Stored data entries
#####

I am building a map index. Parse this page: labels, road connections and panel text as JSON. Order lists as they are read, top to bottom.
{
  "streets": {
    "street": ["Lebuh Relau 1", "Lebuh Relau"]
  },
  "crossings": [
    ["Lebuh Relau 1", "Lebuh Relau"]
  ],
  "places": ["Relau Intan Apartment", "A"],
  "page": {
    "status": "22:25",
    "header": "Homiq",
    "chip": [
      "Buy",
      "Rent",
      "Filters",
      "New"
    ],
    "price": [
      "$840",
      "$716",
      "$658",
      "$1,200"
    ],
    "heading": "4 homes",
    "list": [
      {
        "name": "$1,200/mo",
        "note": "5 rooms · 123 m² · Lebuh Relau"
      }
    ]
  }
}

#####

• _WHAT TO DO_
Copy the records above. Keep every word as it is.

• _TASK RESPONSE_
I am building a map index. Parse this page: labels, road connections and panel text as JSON. Order lists as they are read, top to bottom.
{
  "streets": {
    "street": ["Lebuh Relau 1", "Lebuh Relau"]
  },
  "crossings": [
    ["Lebuh Relau 1", "Lebuh Relau"]
  ],
  "places": ["Relau Intan Apartment", "A"],
  "page": {
    "status": "22:25",
    "header": "Homiq",
    "chip": [
      "Buy",
      "Rent",
      "Filters",
      "New"
    ],
    "price": [
      "$840",
      "$716",
      "$658",
      "$1,200"
    ],
    "heading": "4 homes",
    "list": [
      {
        "name": "$1,200/mo",
        "note": "5 rooms · 123 m² · Lebuh Relau"
      }
    ]
  }
}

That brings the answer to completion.